Rasuah dan politikus
Mengubah jalan menjadi sungai
Mengubah sungai menjadi gurun
Mengubah bukit hijau menjadi padang pasir
Mengubah udara segar menjadi asap beracun
Mengubah manusia menjadi iblis
Mengubah dunia menjadi neraka
(Puisi: Rasuah)
Penyair emas dalam antologi puisi ini, Rida K Liamsi, dalam puisi pendeknya, yang berjudul Ratap Azab Asapmenyindir para ekonom yang hanya mementingkan keuntungan semata tanpa memperdulikan dampaknya atas lingkungan hidup, dalam jangka panjang.

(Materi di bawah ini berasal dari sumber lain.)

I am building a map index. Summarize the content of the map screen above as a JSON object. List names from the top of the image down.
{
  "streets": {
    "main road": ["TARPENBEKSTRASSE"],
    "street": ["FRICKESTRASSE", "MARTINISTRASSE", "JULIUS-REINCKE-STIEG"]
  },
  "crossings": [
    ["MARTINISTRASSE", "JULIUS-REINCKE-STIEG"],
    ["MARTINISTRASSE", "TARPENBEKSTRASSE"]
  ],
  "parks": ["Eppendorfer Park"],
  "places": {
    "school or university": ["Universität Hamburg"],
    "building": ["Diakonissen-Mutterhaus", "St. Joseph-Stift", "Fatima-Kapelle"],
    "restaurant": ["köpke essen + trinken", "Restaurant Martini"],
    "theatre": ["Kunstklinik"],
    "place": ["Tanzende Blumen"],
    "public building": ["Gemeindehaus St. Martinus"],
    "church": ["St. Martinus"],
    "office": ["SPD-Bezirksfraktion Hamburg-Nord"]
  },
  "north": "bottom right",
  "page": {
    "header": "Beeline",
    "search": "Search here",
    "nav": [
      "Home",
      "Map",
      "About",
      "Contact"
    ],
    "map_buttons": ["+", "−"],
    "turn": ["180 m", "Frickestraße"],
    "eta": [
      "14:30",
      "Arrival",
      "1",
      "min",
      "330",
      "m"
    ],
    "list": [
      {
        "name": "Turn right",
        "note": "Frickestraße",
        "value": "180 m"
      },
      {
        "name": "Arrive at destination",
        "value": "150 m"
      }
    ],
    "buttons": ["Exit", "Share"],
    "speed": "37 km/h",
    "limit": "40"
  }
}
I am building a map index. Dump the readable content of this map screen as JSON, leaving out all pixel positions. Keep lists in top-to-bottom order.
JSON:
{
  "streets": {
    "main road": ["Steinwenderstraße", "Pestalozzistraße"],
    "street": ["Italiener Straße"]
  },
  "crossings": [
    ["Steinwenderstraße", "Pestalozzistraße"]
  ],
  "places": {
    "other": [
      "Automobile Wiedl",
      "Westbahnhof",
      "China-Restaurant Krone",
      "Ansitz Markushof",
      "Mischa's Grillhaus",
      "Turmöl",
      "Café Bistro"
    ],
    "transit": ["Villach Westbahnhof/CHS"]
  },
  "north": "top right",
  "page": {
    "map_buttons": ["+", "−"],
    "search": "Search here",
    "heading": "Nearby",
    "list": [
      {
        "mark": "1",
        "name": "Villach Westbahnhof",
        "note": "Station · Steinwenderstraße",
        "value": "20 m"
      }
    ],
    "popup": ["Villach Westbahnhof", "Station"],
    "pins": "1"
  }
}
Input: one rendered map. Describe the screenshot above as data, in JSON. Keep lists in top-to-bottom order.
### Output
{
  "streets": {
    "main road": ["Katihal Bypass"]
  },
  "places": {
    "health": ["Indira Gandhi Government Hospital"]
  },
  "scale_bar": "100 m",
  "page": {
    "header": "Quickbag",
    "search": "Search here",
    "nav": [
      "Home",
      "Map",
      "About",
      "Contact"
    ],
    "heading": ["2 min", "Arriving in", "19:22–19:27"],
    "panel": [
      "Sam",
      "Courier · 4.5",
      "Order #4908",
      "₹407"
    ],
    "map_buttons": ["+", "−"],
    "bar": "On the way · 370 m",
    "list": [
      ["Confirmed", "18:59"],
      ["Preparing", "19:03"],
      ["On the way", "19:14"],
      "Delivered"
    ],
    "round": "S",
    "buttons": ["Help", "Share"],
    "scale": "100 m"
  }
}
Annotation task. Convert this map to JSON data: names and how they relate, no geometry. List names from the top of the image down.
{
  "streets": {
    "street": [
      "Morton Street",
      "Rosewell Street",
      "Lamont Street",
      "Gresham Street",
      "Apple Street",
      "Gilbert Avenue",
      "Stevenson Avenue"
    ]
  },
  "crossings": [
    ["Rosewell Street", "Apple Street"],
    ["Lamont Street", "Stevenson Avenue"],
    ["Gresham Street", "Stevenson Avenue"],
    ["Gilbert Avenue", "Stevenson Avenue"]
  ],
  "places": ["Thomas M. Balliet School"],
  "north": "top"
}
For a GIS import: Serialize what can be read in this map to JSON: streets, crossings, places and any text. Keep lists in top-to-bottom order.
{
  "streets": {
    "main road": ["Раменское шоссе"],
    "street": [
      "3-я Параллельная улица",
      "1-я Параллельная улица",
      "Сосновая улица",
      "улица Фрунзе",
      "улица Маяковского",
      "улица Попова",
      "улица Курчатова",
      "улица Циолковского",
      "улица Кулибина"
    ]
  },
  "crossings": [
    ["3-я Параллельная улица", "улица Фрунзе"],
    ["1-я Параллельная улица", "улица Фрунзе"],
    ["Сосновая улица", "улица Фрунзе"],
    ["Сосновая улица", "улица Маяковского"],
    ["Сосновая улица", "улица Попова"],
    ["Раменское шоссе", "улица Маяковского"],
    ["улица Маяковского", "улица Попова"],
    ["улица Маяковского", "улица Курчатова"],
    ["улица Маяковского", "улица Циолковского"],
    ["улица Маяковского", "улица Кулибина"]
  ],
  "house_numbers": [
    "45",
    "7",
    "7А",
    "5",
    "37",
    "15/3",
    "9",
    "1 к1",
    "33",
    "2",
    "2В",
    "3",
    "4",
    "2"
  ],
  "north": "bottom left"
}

Pagi ini ekonomi memerlukan
Ceritera untuk manaikkan marginnya
Devisa kita sedang sekarat dan memerlukan nyawa anakmu
sebagai story portopolionya
Tanamlah sawit
supaya kau tak hanya merasa pedih kehilangan buah hati
Kau perlu juga ceritera untuk medsosmu
yang backbonenya dibayar
Dari ratap azab asap mu
(Puisi: Ratap Azab Asap)
Kepada semua penyair yang telah lolos, kami ucapkan selamat dan atas kebersamaan kita selama ini dalam berlayar di perahu perpuisian, akan membawa perubahan ke arah yang lebih baik. Perlawanan kaum penyair memang tidak akan segarang kalau kawanan buruh dan mahasiswa melakukan perlawanan, apalagi kalau tentera ! Namun memperbaiki tabiat negara, kesantunan dan keadaban negara, sedikit banyaknya, dapat dilakukan oleh kaum seniman ini.